8 Things You Didn't Know About Vanilla

I'm not sure when the term “vanilla” became synonymous with boring, but it probably has to do with being the foundation for all good things not chocolate.

You’re here! Great. Don’t swipe right just yet. I’m not sure when the term “vanilla” became synonymous with boring, but it probably has to do with being the foundation for all good things not chocolate, which is incredible when you really think about it.

So stop taking this nuanced, yet complex ingredient for granted and appreciate it with these seven things you didn’t know.

1. After Saffron, Vanilla Is The Second Most Expensive Spice On The Market


It’s liquid gold! Photo: Brian Boucheron / Flickr

For such a common ingredient, you might be surprised to know that it’s one of the most labor-intensive crops to harvest. In nature, vanilla flowers open for only 24 hours and must be pollinated by the Melipona bee or no pod will be produced. Because of this, the majority are hand pollinated, which is not a simple task.

2. Vanilla Is A Flower


Educate yourself. Photo: Damitr / Wikipedia

More specifically vanilla is an orchid that grows in a vine-like fashion. As the only edible fruit of the orchid family, the most common variety harvested is known as flat-leaved vanilla. Pods that grow from the plant are harvested before they are ripe, steeped in hot water and then laid out to dry for months at a time.

3. Spiders Can’t Stand The Smell Of Vanilla


Um, I’m sorry, do spiders not have souls? Photo: Allie Pasquier / Flickr

Place a bowl of vanilla beans that have been preserved in vodka or vinegar, or just regular vanilla extract in your garden, on your kitchen counter, or anywhere you find spiders and it should keep them away.

4. Thomas Jefferson Introduced Vanilla To America


Ice cream looks good on you, Tom.

Besides popularizing macaroni n’ cheese and French fries, Thomas Jefferson also introduced the U.S. to vanilla sometime during the late 1700s after he was introduced to it while serving as Ambassador to King Louis XVI in France.

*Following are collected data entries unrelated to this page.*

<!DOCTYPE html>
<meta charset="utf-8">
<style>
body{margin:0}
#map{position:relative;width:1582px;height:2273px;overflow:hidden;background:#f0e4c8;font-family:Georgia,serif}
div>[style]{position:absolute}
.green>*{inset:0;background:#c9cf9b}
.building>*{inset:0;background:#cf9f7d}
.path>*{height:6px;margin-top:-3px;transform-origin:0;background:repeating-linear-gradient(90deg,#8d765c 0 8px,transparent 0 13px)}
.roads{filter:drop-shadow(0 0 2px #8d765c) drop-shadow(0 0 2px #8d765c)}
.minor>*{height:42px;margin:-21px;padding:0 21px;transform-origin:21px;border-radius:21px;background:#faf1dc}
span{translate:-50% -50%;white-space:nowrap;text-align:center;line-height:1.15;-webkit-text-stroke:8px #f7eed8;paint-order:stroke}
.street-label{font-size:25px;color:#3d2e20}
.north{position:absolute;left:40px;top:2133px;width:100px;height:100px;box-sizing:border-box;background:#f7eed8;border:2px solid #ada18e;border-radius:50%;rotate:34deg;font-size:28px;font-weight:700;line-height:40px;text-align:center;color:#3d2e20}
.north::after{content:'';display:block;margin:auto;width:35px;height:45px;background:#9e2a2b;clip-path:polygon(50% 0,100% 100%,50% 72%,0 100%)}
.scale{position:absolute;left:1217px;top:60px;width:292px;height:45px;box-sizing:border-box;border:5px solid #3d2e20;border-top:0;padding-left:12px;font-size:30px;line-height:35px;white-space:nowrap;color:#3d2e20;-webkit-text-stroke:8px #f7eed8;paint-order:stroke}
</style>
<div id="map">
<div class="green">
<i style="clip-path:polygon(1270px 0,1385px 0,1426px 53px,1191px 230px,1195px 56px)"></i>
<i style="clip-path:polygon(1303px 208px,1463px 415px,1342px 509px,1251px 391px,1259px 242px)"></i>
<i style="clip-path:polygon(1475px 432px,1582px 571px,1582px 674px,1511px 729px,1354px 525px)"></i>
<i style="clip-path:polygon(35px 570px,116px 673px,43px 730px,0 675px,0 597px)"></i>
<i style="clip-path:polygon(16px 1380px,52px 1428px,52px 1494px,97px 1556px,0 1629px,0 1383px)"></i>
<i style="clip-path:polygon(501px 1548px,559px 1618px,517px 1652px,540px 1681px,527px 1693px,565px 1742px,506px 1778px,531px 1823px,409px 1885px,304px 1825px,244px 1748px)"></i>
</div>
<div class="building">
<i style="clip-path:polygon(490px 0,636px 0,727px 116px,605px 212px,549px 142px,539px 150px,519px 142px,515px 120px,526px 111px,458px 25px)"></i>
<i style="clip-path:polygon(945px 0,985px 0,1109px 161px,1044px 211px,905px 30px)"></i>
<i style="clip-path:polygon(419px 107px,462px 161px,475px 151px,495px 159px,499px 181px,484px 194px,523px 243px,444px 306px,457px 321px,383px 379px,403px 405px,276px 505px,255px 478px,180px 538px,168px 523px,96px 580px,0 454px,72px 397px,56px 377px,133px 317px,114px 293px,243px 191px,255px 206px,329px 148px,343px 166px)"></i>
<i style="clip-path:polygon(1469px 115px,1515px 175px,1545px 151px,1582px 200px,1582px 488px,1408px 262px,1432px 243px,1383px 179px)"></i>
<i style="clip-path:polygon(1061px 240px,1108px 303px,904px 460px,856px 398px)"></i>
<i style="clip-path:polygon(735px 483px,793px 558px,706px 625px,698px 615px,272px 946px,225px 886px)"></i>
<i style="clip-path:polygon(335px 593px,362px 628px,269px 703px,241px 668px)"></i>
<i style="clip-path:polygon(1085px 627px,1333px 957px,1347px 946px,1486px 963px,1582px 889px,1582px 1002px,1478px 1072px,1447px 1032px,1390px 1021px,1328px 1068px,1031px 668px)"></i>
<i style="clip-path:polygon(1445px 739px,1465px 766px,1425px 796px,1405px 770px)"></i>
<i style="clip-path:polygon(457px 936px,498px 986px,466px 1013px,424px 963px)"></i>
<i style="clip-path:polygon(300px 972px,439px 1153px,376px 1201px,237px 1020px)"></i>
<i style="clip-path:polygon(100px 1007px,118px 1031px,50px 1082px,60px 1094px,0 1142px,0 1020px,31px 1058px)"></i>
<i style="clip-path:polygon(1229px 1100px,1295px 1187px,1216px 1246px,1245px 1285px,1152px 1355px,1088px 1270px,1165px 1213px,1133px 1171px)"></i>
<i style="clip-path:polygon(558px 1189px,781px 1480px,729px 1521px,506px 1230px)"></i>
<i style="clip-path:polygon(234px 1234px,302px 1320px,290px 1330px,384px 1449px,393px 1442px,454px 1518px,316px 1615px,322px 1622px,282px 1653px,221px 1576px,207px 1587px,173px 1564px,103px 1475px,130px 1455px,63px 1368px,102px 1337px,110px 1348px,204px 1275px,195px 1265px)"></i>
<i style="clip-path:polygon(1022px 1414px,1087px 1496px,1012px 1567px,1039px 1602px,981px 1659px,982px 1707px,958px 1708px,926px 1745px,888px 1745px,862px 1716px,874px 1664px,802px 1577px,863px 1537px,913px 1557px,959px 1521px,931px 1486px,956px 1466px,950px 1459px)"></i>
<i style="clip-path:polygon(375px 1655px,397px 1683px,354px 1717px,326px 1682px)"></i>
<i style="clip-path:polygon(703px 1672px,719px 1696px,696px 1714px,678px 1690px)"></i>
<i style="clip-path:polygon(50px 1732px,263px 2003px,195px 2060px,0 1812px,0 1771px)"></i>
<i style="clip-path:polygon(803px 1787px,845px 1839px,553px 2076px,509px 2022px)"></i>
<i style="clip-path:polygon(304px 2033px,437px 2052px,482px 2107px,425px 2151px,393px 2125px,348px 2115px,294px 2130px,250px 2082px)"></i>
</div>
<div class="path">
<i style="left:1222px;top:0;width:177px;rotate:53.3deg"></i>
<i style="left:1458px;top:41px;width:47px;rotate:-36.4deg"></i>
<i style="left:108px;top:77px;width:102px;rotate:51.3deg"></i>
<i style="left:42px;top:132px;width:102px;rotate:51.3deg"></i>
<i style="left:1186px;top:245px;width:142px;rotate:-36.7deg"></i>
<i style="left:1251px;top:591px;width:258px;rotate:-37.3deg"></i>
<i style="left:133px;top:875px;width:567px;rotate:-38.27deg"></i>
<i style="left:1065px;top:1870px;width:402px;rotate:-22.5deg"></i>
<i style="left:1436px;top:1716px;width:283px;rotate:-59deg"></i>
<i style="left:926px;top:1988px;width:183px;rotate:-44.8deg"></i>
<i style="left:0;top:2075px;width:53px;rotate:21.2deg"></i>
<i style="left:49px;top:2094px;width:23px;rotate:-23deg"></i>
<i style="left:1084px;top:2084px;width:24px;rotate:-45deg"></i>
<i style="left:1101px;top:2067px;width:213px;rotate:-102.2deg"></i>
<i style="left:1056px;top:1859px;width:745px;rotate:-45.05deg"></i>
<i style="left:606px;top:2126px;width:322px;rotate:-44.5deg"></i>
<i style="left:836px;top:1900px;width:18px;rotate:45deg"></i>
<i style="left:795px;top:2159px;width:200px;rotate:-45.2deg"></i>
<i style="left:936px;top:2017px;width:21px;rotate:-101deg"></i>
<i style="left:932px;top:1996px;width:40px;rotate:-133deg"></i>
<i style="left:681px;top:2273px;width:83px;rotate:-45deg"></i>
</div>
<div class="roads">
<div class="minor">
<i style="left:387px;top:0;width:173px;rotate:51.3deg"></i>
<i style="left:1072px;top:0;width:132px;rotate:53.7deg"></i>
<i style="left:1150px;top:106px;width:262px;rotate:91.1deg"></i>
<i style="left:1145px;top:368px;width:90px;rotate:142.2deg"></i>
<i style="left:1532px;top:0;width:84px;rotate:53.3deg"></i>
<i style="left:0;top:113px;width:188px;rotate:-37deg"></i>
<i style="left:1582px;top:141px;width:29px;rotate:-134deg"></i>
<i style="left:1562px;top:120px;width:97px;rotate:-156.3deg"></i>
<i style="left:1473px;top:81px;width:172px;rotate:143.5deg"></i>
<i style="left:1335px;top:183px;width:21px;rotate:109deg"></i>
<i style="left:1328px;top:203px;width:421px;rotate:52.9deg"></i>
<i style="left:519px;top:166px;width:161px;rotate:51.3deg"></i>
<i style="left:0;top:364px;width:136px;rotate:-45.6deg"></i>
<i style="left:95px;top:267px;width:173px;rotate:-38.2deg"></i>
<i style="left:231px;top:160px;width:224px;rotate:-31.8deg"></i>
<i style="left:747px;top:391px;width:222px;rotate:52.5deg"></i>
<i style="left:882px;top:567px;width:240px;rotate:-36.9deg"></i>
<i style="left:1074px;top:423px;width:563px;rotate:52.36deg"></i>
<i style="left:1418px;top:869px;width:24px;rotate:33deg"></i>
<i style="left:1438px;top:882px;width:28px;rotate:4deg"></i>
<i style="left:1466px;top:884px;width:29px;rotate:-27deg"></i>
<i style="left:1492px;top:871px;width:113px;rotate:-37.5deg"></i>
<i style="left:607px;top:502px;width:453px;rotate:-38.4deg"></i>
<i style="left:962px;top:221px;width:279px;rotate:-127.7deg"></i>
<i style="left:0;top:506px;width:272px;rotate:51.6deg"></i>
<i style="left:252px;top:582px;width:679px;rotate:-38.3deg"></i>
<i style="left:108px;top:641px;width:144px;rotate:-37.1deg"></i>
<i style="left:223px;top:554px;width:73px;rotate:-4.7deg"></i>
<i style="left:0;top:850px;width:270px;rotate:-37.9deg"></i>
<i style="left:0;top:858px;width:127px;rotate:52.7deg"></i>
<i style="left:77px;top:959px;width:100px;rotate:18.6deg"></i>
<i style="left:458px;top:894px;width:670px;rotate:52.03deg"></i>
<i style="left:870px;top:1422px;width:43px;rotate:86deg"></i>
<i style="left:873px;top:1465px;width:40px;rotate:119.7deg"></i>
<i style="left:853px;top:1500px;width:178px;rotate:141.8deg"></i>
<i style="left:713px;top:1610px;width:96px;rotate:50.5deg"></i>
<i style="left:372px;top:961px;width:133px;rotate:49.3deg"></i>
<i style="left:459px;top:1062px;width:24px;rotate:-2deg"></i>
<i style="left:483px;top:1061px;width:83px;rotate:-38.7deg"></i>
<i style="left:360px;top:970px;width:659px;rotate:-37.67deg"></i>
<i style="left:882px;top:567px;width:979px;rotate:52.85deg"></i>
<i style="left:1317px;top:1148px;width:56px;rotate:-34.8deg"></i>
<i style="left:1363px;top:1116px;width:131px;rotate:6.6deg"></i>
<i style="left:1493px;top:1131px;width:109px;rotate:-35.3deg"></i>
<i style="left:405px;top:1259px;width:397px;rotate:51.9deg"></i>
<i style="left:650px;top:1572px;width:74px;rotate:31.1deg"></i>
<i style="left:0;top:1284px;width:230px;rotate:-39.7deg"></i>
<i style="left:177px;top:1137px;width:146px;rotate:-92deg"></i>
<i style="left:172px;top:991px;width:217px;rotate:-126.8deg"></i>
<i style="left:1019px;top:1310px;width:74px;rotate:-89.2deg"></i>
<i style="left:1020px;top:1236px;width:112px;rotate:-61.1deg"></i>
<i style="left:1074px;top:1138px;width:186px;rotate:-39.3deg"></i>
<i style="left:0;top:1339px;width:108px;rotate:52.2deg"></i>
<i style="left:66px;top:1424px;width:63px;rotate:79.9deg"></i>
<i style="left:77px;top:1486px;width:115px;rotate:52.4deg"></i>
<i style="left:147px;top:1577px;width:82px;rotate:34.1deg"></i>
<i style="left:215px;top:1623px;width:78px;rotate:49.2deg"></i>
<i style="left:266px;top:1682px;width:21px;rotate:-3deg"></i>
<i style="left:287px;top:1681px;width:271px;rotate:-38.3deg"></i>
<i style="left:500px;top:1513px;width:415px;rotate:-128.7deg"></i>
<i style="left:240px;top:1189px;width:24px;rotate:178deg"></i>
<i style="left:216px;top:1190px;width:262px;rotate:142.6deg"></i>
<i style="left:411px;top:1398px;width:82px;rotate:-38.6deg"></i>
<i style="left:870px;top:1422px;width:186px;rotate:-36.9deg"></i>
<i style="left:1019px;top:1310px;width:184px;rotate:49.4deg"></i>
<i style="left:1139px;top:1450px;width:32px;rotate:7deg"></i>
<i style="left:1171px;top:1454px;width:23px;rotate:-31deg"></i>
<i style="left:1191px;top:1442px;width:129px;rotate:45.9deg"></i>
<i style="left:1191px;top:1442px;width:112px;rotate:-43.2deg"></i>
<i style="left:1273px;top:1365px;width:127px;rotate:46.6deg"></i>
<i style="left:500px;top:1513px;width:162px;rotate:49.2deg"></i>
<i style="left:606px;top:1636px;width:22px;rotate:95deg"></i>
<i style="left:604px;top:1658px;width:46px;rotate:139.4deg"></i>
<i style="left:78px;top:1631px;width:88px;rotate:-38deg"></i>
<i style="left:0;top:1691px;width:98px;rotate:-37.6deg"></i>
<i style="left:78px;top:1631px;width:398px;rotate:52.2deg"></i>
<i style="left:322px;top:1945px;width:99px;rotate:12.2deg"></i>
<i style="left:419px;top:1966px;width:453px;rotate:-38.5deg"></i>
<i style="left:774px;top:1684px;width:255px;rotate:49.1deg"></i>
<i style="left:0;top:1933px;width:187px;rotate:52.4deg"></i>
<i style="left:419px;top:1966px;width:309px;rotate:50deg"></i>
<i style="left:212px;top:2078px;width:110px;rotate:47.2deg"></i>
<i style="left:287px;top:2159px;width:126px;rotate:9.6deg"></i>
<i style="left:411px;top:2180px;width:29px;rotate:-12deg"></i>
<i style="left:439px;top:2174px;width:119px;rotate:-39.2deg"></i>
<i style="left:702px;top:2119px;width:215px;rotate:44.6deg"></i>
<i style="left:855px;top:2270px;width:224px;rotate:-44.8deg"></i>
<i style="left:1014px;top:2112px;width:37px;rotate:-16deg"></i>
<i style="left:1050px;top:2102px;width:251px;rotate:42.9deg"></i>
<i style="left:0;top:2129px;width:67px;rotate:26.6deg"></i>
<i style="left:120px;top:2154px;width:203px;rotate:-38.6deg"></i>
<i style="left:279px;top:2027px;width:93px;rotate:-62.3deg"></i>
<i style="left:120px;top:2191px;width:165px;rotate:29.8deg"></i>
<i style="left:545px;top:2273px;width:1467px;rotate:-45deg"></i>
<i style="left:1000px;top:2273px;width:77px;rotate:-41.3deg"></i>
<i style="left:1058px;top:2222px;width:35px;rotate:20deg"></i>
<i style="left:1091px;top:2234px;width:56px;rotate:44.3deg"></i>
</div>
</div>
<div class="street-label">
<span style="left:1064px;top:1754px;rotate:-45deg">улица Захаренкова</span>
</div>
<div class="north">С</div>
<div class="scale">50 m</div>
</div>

5. Not All Vanilla Is Created Equal


You fancy, huh? Photo: Janet Hudson / Flickr

Walk down any ice cream aisle and you are sure to see vanilla, vanilla bean, and French vanilla options. But what do they all mean? Straight vanilla only uses vanilla extract (or a substitute) while vanilla bean has unprocessed grains from a vanilla pod, which explains its excess cost. French vanilla, on the other hand, is more custard based and gets its rich consistency and yellow color from egg yolk.

6. Chocolate (Cocoa) And Vanilla Are Indigenous To The Same Region


Chocolate and vanilla really DO belong together!

While most vanilla today is grown in Madagascar, Tahiti, and Mexico, it’s indigenous to the Americas (mainly South and Central America), along with our other favorite dessert flavor – chocolate – which comes from cocoa beans.

7. Vanilla Is Now Grown In Four Different Regions Of The World


See? Vanilla can be exotic, too! Photo: Yardensachs / Wikipedia

Vanilla may have originated in Mexico, but Madagascar is now the largest producer, along with the island of Réunion, which was formerly known as Île Bourbon.

Mexico still produces some vanilla, along with Tahiti, and each region is known for a distinct flavoring.

8. Spanish Explorer Hernán Cortés Is Credited With Introducing Europe To Both Flavors


Listen, if you discovered hot chocolate we’d make a bust out of you, too. Photo: Carlos VdeHabsburgo / Wikipedia

When Cortés met with the Aztecs way back in 1519, Emperor Montezuma (he of the revenge) served Cortés and his crew a drink called xocolatl, a warm mix of cocoa, vanilla, and other ingredients that were a precursor to what we know as hot chocolate today. It was so well received the conquistador brought both ingredients back to Europe and it’s been a love affair since.